L’un des points qui suscite le plus de tensions est la création de l’enseignement supérieur, également appelé post-média. C'est un concept qui inclut à la fois l'université et la formation technique ainsi que la reconnaissance des acquis et des connaissances. Pour Fecode, cela a été inclus « sans soutien ni débat suffisant avec la communauté éducative » et pourrait nuire à l’accès à l’enseignement supérieur. En revanche, selon Entrepreneurs for Education, le concept était présent lors de l'audition publique du Sénat et permettra d'inclure davantage d'acteurs dans le système.

Tensions entre enseignement public et privé

Andrés Vélez, avocat spécialisé dans le secteur de l'éducation, souligne par appel vidéo que les lignes directrices établies par une loi statutaire ne doivent pas servir à favoriser une vision étatiste de l'éducation, mais plutôt laisser cette décision à chaque administration, comme selon lui le projet actuel fait. « Si le gouvernement Petro veut promouvoir le zéro enregistrement [gratuidad en la educación superior], Tu peux le faire. Mais l'idée est que demain un autre gouvernement puisse aussi utiliser des bons ou retourner à Ser Pilo Paga », souligne-t-il. Pour lui, Fecode cherche à faire en sorte que la loi ne représente que sa vision. « L'accord est important car il établit des règles de base qui permettent aux gouvernements de gauche ou de droite de promouvoir les politiques publiques qu'ils envisagent avec le mandat que leur donne le peuple. »

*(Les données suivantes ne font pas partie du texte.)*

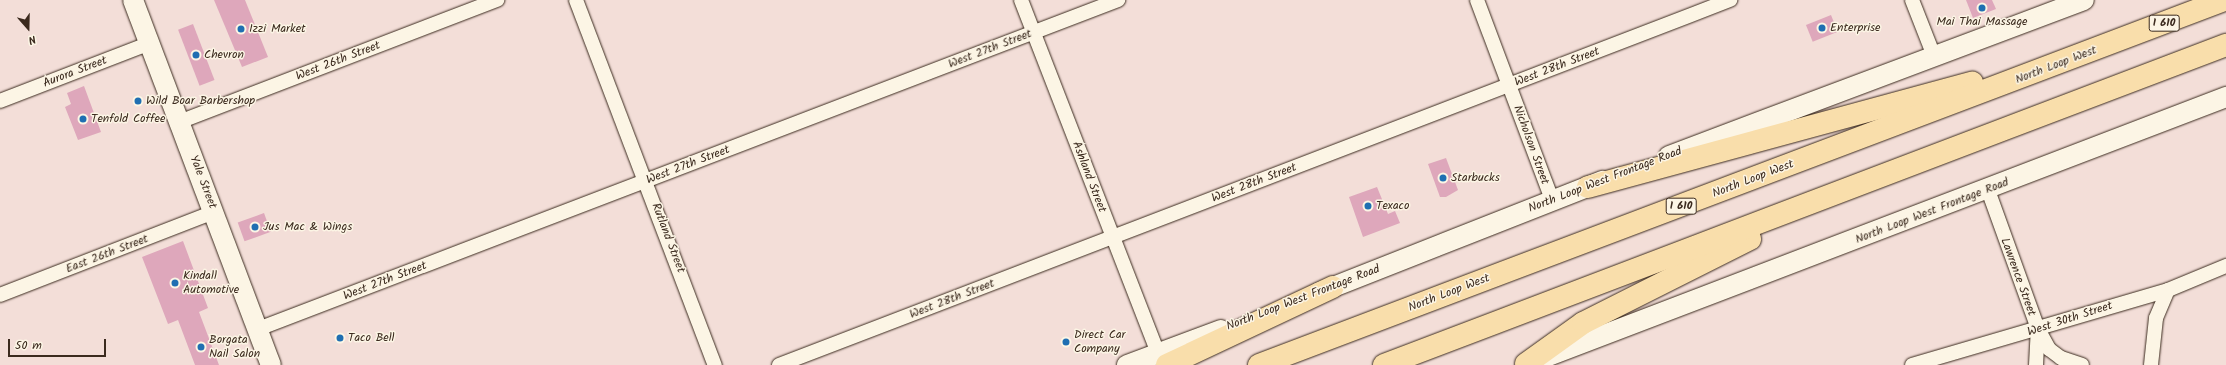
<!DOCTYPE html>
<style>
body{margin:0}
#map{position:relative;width:2226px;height:365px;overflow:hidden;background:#f3ded8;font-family:Kalam,sans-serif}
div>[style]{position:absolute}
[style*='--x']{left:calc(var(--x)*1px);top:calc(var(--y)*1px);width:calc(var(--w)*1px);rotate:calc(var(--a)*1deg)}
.building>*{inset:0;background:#dea7bb;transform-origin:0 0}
.roads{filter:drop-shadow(0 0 1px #3b2a1e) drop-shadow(0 0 1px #3b2a1e)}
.street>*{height:14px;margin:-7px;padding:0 7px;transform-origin:7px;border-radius:7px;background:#fcf5e5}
.secondary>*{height:20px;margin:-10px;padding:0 10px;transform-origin:10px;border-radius:10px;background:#fcf5e5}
.highway>*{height:22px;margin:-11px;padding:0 11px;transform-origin:11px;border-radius:11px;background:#f9deab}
.dots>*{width:11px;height:11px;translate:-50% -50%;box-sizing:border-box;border:2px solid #fcf5e5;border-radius:50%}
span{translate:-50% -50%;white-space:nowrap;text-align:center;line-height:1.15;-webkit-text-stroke:3px #fcf5e5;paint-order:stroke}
.shield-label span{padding:1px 3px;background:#fcf5e5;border:1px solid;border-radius:3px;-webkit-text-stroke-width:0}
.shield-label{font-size:11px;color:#3b2a1e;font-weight:700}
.poi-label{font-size:12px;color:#3b2a1e}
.left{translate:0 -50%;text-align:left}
.street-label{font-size:12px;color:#3b2a1e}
.north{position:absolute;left:8px;top:8px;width:40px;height:40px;-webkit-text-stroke:3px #fcf5e5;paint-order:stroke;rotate:160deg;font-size:11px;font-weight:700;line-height:16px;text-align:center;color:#3b2a1e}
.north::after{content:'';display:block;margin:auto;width:14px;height:18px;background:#3b2a1e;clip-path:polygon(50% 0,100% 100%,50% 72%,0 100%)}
.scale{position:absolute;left:8px;top:339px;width:98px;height:18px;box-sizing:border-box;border:2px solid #3b2a1e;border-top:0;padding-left:5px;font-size:12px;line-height:14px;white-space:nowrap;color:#3b2a1e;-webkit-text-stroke:3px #fcf5e5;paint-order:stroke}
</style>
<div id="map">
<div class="building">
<div style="clip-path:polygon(214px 0,245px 0,268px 57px,242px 67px)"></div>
<div style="clip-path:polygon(1966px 0,1992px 0,1996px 9px,1973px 18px)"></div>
<div style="left:1831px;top:15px;width:18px;height:27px;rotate:68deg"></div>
<div style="left:193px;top:24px;width:60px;height:16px;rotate:69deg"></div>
<div style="clip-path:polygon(84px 86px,101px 132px,78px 140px,65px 107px,71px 104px,67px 93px)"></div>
<div style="clip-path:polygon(1446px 158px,1458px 190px,1446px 197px,1440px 197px,1428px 164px)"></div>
<div style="clip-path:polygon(1377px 187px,1388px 214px,1395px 211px,1400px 223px,1363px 237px,1349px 197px)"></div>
<div style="left:264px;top:213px;width:20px;height:28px;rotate:70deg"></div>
<div style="clip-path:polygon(183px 241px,208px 308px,199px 312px,219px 365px,195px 365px,178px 320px,168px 324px,142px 257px)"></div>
</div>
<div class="roads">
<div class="street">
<div style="--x:576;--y:0;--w:391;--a:69.2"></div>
<div style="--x:1021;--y:0;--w:380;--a:68.8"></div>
<div style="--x:1477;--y:0;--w:214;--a:69.4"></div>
<div style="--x:1912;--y:0;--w:60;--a:68.6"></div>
<div style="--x:0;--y:101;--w:161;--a:-21.1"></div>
<div style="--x:179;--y:122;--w:341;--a:-21"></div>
<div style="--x:1988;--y:190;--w:148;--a:70.2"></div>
<div style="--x:2038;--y:329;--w:23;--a:61"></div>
<div style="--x:2049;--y:349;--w:15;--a:37"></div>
<div style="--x:2061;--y:358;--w:22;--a:18"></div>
<div style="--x:0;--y:295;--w:230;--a:-21.2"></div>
<div style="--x:258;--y:329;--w:921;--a:-20.93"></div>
<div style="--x:779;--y:365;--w:1019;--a:-21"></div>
<div style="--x:1912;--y:365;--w:267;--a:-16.3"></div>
<div style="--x:2168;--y:290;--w:63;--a:-22.5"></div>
<div style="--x:2036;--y:365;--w:36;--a:-87"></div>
<div style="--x:2151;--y:365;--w:47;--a:-83.9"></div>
<div style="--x:2156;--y:318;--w:30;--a:-67"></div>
</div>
<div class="secondary">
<div style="--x:133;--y:0;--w:390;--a:69.3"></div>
<div style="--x:1669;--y:156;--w:443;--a:-20.6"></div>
<div style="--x:1318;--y:293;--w:306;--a:-21.5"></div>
<div style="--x:1538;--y:360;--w:737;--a:-20.92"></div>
<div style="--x:1127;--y:365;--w:100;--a:-20.4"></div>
</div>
<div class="highway">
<div style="--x:1588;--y:187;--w:398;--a:-15.2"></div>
<div style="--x:1526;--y:364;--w:70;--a:-35.7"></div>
<div style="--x:1583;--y:323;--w:187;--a:-26.7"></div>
<div style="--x:1167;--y:365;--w:183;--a:-25.2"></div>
<div style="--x:1259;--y:365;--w:1032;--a:-20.72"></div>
<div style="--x:1384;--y:365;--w:901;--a:-20.81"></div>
</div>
</div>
<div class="dots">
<div style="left:1982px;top:8px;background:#1f6fb2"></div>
<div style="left:1822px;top:28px;background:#1f6fb2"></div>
<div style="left:241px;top:29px;background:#1f6fb2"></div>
<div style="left:196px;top:55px;background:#1f6fb2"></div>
<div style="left:138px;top:101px;background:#1f6fb2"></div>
<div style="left:83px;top:119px;background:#1f6fb2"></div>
<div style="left:1443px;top:178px;background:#1f6fb2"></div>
<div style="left:1368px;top:206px;background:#1f6fb2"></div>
<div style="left:255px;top:227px;background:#1f6fb2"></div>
<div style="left:175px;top:283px;background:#1f6fb2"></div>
<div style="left:340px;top:338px;background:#1f6fb2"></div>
<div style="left:1066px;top:342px;background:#1f6fb2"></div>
<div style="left:201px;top:347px;background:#1f6fb2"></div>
</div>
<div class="shield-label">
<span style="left:2164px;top:23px">I 610</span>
<span style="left:1681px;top:206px">I 610</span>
</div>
<div class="poi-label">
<span style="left:1982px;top:22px">Mai Thai Massage</span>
<span class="left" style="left:1830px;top:28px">Enterprise</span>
<span class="left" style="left:249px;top:29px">Izzi Market</span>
<span class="left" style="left:204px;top:55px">Chevron</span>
<span class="left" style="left:146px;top:101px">Wild Boar Barbershop</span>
<span class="left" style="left:91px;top:119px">Tenfold Coffee</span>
<span class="left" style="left:1451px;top:178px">Starbucks</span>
<span class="left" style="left:1376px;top:206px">Texaco</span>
<span class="left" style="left:263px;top:227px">Jus Mac &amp; Wings</span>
<span class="left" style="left:183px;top:283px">Kindall<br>Automotive</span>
<span class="left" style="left:1074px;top:342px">Direct Car<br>Company</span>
<span class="left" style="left:348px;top:338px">Taco Bell</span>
<span class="left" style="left:209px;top:347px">Borgata<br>Nail Salon</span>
</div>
<div class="street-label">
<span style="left:990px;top:49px;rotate:-21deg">West 27th Street</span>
<span style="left:338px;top:61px;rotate:-21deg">West 26th Street</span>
<span style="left:2056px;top:65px;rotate:-21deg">North Loop West</span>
<span style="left:1557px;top:67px;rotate:-21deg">West 28th Street</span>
<span style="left:75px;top:72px;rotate:-21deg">Aurora Street</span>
<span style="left:1531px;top:145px;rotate:70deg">Nicholson Street</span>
<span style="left:688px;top:165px;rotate:-21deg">West 27th Street</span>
<span style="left:1089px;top:177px;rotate:69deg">Ashland Street</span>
<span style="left:1753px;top:179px;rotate:-21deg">North Loop West</span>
<span style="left:1605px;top:180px;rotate:-21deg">North Loop West Frontage Road</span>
<span style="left:203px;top:182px;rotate:69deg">Yale Street</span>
<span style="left:1254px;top:183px;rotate:-21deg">West 28th Street</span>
<span style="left:1932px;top:211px;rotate:-21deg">North Loop West Frontage Road</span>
<span style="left:668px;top:238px;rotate:69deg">Rutland Street</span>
<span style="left:107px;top:254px;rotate:-21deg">East 26th Street</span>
<span style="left:2018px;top:277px;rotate:70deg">Lawrence Street</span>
<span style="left:385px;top:281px;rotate:-21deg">West 27th Street</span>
<span style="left:1449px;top:293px;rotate:-21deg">North Loop West</span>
<span style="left:1303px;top:298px;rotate:-21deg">North Loop West Frontage Road</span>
<span style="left:952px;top:299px;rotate:-21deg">West 28th Street</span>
<span style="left:2070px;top:319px;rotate:-18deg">West 30th Street</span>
</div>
<div class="north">N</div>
<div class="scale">50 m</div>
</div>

L'expert estime que la plus grande marge de négociation du gouvernement réside dans le point qui lie l'évaluation des enseignants aux performances des élèves. « Si pour réduire les tensions avec Fecode, il est nécessaire de supprimer cette référence, elle peut être éliminée », dit-il. Selon Vélez, les détails du système d'évaluation ne devraient même pas figurer dans la loi statutaire, qui devrait être plus large et plus générique qu'une loi ordinaire. Il se montre cependant plus intransigeant en ce qui concerne les mentions du secteur privé. Il souligne que nous devons prendre en compte le poids de l'enseignement privé en Colombie et que nous devons considérer ses capacités « à élargir la couverture et à renforcer la qualité ». De même, il défend que le concept d'enseignement supérieur est important pour reconnaître qu'il existe des filières éducatives autres que les universités et que le marché demande désormais plus de techniciens que de professionnels.

Andrés Felipe Mora, directeur du Centre de réflexion sur les politiques publiques dans l'enseignement supérieur de l'Université nationale, n'est pas d'accord. Il remet en question le concept d'enseignement supérieur car, selon lui, il limite l'éducation à la formation au travail. « Cela suggère que de nombreuses institutions commencent à proposer des cycles de formation courts dans un sens strict de couplage aux besoins productifs des entrepreneurs. C’est une façon réductionniste de penser l’enseignement supérieur et cela conduit progressivement à la disparition des universités », dit-il.

Le chercheur y voit également une « justification de l’enseignement privé » qui lui paraît problématique. « Du point de vue des droits et de la garantie des droits fondamentaux, la revendication fondamentale concerne l'éducation publique », affirme-t-il par message WhatsApp. Pour lui, l'opposition a soulevé « un débat faux et idéologique » qui cherche à commercialiser le secteur avec la logique de l'offre et de la demande. « Ils supposent le renforcement de l’enseignement public comme une nationalisation et ce n’est pas le cas. La loi ne prévoit pas l'élimination du secteur privé, mais il faut plutôt renforcer le secteur public pour garantir ce droit », souligne-t-il. « La Fecode est un syndicat d'enseignants du secteur public. Le renforcement du secteur privé affaiblit non seulement le secteur public, mais également le syndicat.